The film's greatest flaw is Moore's focus on what he hints might have been a Saudi conspiracy behind the 9/11 attacks, and its implication that the guilty were protected when Saudis, including members of the bin Laden family, were evacuated from the US. But even once you sift out the dubious elements, you're still left with the feeling that it makes a case to answer for the Bush administration and its chums.
Meanwhile, Dave Kopel's "57 Deceits" page has been upgraded to "59 Deceits" and now notes rebuttals from Moore's "War Room", some of them less convincing than others. Kopel quotes frequently from Moore's most trenchant and articulate critic, Christopher Hitchens.
Yet Kopel and Hitchens' tracts would be much shorter had they confined themselves to what is actually in the film rather than hauling in blurts by Moore in the past three years which would seem to contradict his own work. That Moore can be quite a critter in his unguarded moments isn't news, but it's also true that Hitchens wouldn't emerge terribly well from similar scrutiny.
As Yellow Times pointed out, Hitchens' ability to scream blue murder over the Bush administration's ill-fated appointment of the "obfuscator and falsifier" Henry Kissinger to head the 9/11 Commission ("the cynicism of the decision and the gross insult to democracy") whilst simultaneously maintaining his line that the same administration had been noble and honest in its prosecution of the war on terror is quite a contortion. A contortion, indeed, worthy of Michael Moore.
Kopel's hardly immune either. Take this oddly conflicted comment - on why he was voting Nader in 2000. By the standards of evidence he applies to Moore (ie, with much recourse to official reports), his dismissal of climate change as a "dystopian fairy tale" is simply absurd, and his claim that "Gore wants to outlaw the internal combustion engine" is, well, deceitful. Gore said in his book that "the elimination of the internal combustion engine by 2020" - and, logically, its replacement by more sustainable technologies - could be a "strategic goal". This is nothing like the implication in Kopel's comment that Gore as president would legislate to take people's cars away - and, indeed, is exactly the sort of insinuation for which Kopel so energetically damns Moore. So, yes, people in glass houses …
Doubtless you could spend forever on this sort of thing. In the end, I think it's best to take Moore's work and his critics' rebuttal as of a piece. One doesn't play properly without the other.
Meanwhile, with the news in Sunday's Observer that Downing Street has admitted that its repeated claim that coalition forces had discovered "the remains of 400,000 people in mass graves" in Iraq was untrue - the actual number appears to have been more like 5000 - you start to wonder if anything is true.

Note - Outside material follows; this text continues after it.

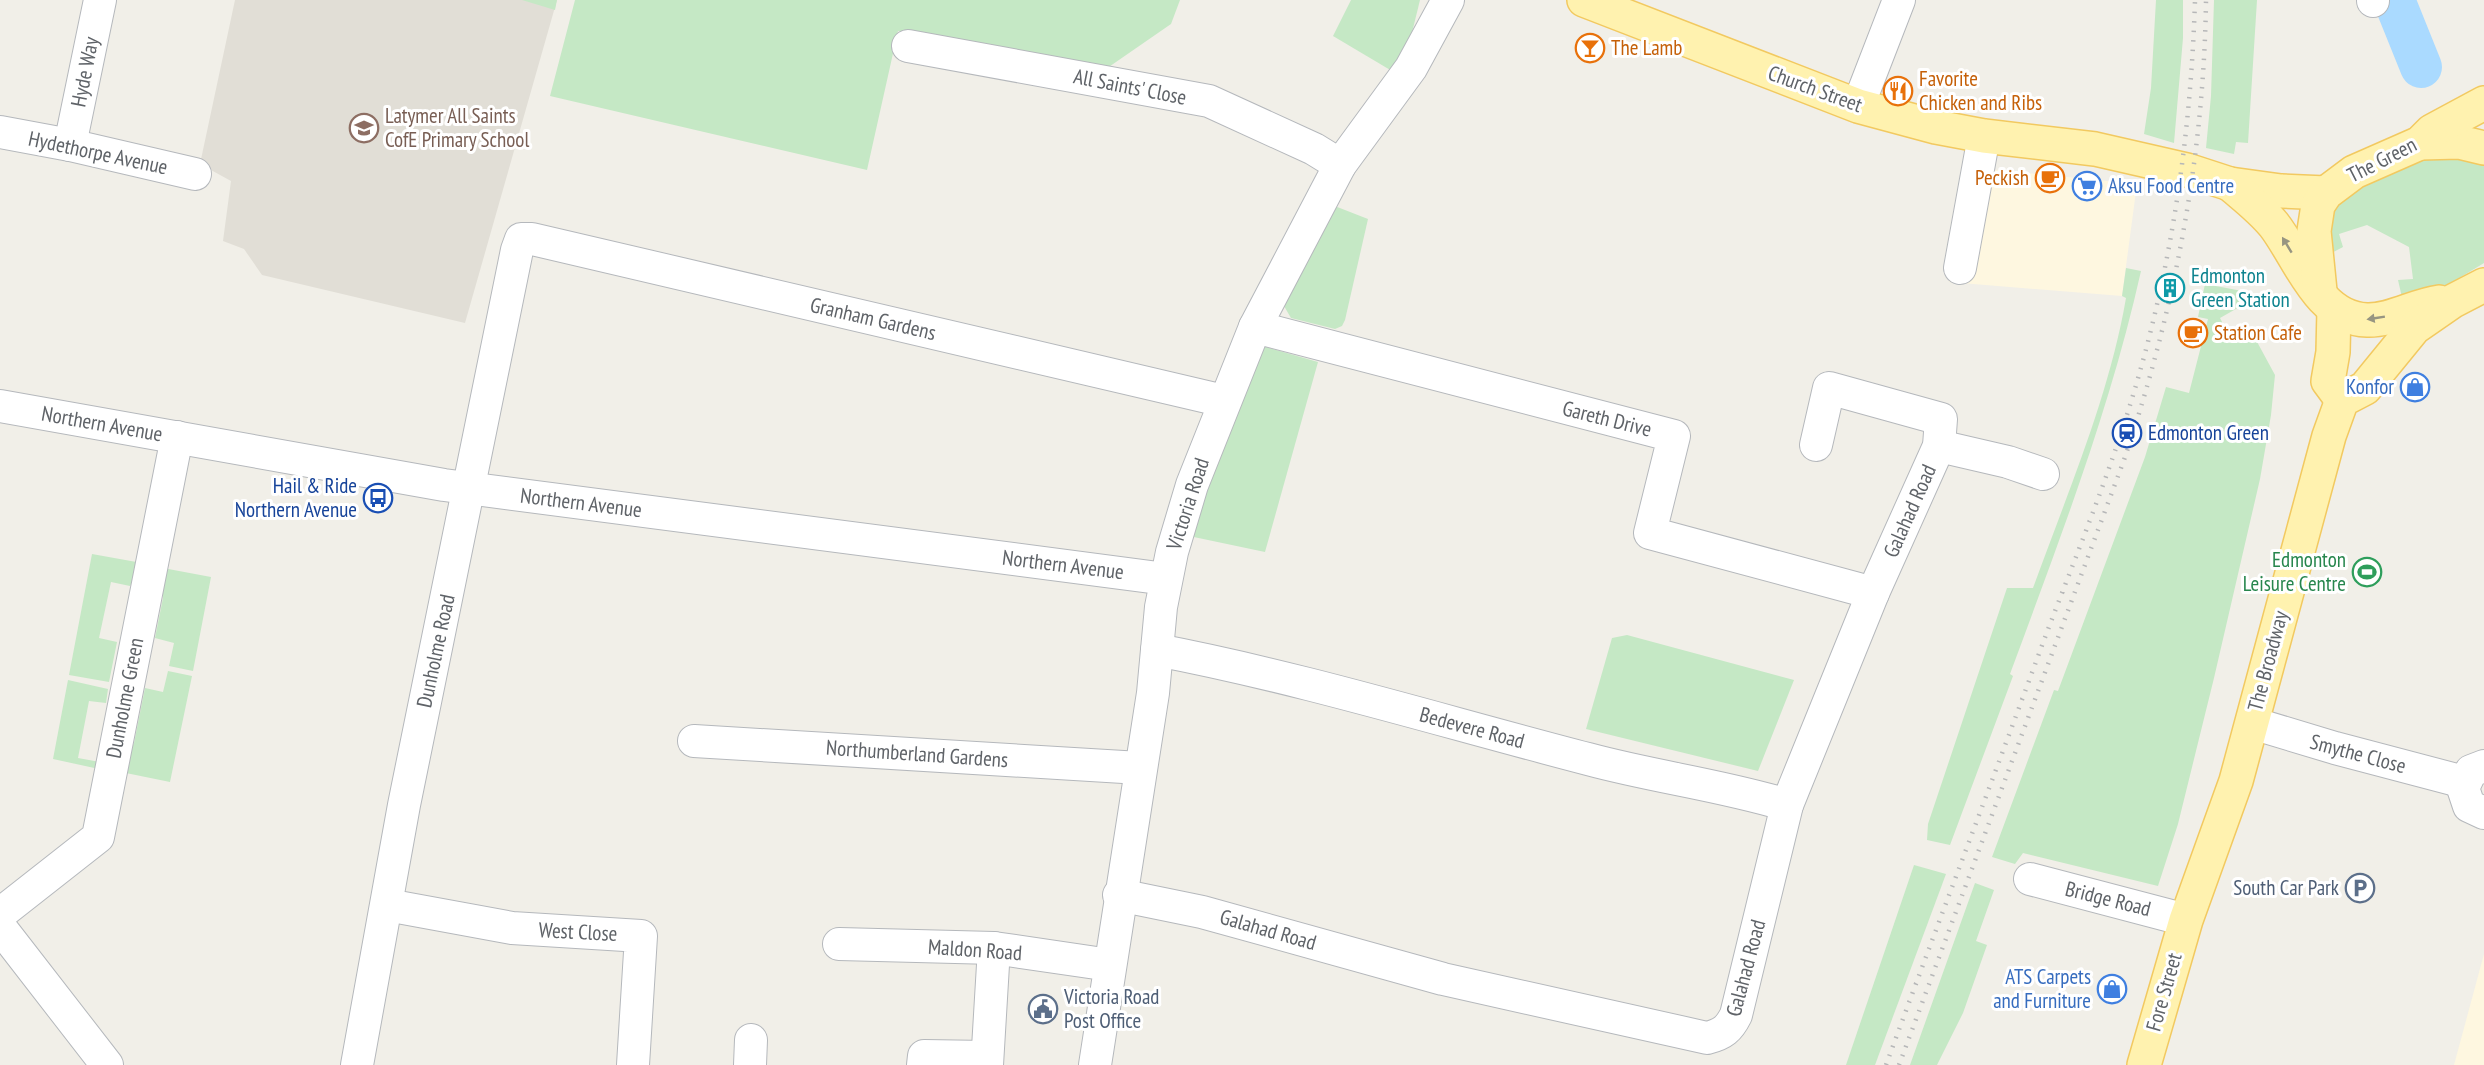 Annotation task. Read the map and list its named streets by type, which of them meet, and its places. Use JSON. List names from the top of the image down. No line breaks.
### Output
{"streets":{"main road":["Church Street","The Green","The Broadway","Fore Street"],"street":["Hyde Way","All Saints' Close","Hydethorpe Avenue","Granham Gardens","Gareth Drive","Northern Avenue","Victoria Road","Galahad Road","Dunholme Road","Dunholme Green","Bedevere Road","Northumberland Gardens","Smythe Close","Bridge Road","West Close","Maldon Road"]},"crossings":[["Hyde Way","Hydethorpe Avenue"],["All Saints' Close","Victoria Road"],["Church Street","The Green"],["Granham Gardens","Victoria Road"],["Granham Gardens","Dunholme Road"],["Gareth Drive","Victoria Road"],["Gareth Drive","Galahad Road"],["Northern Avenue","Victoria Road"],["Northern Avenue","Dunholme Road"],["Northern Avenue","Dunholme Green"],["Victoria Road","Galahad Road"],["Victoria Road","Bedevere Road"],["Victoria Road","Northumberland Gardens"],["Victoria Road","Maldon Road"],["Galahad Road","Bedevere Road"],["Dunholme Road","West Close"],["The Broadway","Smythe Close"],["The Broadway","Bridge Road"],["The Broadway","Fore Street"],["Bridge Road","Fore Street"]],"places":{"bar":["The Lamb"],"restaurant":["Favorite Chicken and Ribs"],"school or university":["Latymer All Saints CofE Primary School"],"cafe":["Peckish","Station Cafe"],"supermarket":["Aksu Food Centre"],"building":["Edmonton Green Station"],"shop":["Konfor","ATS Carpets and Furniture"],"station":["Edmonton Green"],"bus stop":["Hail & Ride Northern Avenue"],"sports":["Edmonton Leisure Centre"],"parking":["South Car Park"],"public building":["Victoria Road Post Office"]}} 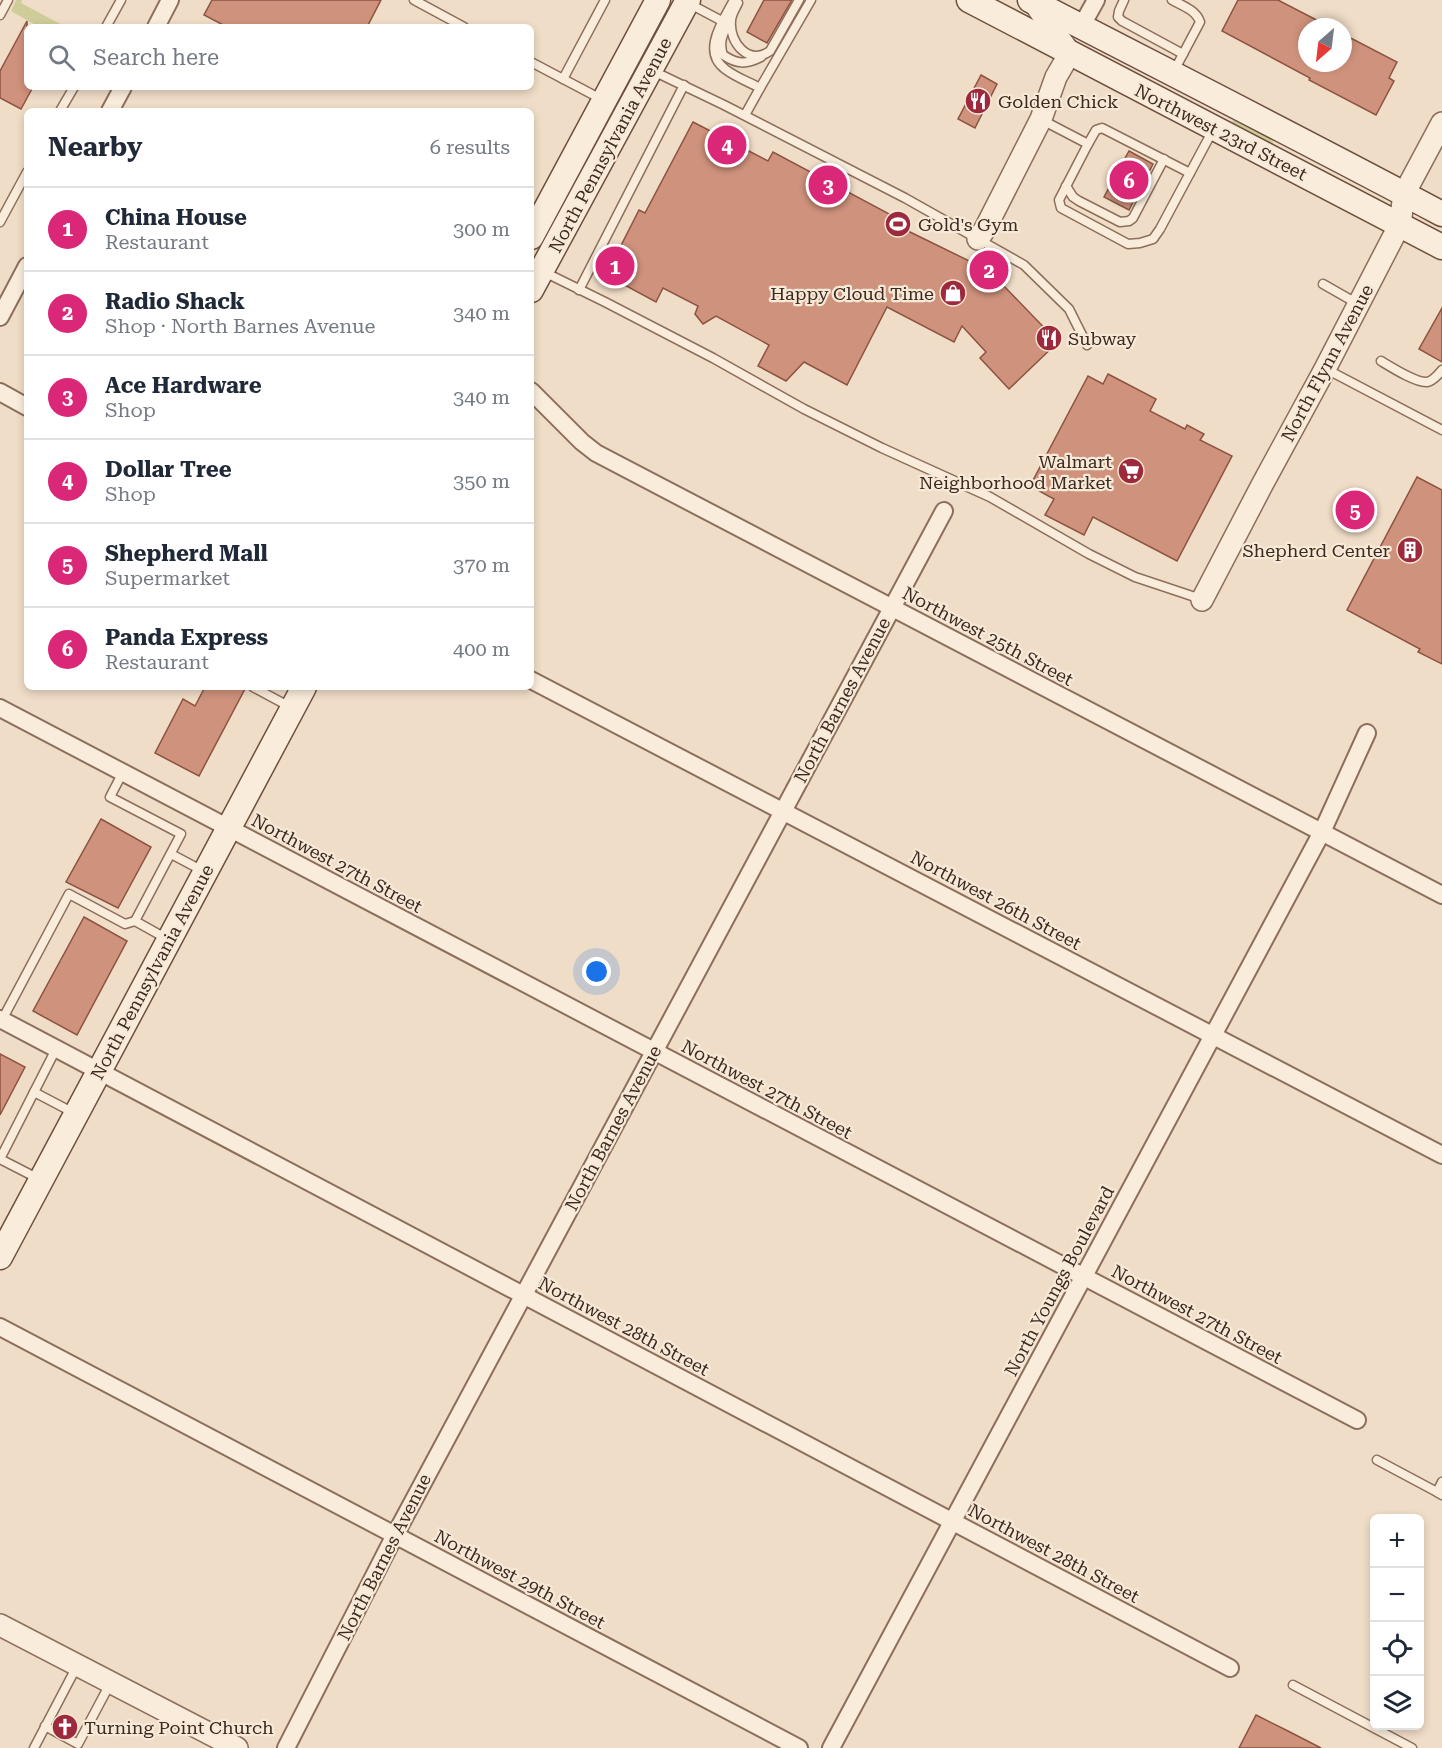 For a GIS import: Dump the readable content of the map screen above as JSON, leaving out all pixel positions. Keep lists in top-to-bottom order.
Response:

Given the extraordinary impact it had on our national history - not just the economic reforms but the setting in motion of the Treaty settlement process - it's surprising that there hasn't been a more vigorous public examination this year of the 20th anniversary of the fourth Labour government's arrival. Are we at peace with it, or just ignoring it? Anyway, Jane Clifton has a good story on the economic angle in this week's Listener. Reading it, I was surprised at how much I agreed with what Gareth Morgan had to say:
Morgan recalls that economist Brian Easton, for one, was always arguing that the sequencing of corporatisation and privatisation was all wrong. "And he was right. You have to make sure that you have the capacity for fair competition first – that new entrants can get into the marketplace. That there is a marketplace. Then you corporatise/privatise. But that wasn't done."
Instead, Morgan says, the "privilege" of a state monopoly was simply transferred – either to private companies like Fay, Richwhite, or a whole new aristocracy, the state-owned enterprise (SOE) honchos, who got to run monopolies, and pay themselves princely sums. The public was revolted by the SOEs' antics.
I think Morgan's also right when he goes on to claim that the public's experience of privatisation has effectively precluded talk of, say, further opening the education sector to the private sector. After experiencing some of the lousiest privatisations in the developed world, why would we want to have a big ol' punt with education or health?
Don't get me wrong: big chunks of the vast public sector did need to be broken out and sent to the market. There were business in which the taxpayer had no need to be, and practices in some public entities that were just crazy. Our economy had to be significantly restructured and deregulated. But the way in which those entities were butchered and the nature of some of the deals - particularly under the National government of the early 1990s - is something that's still hard to grasp. How could this have happened?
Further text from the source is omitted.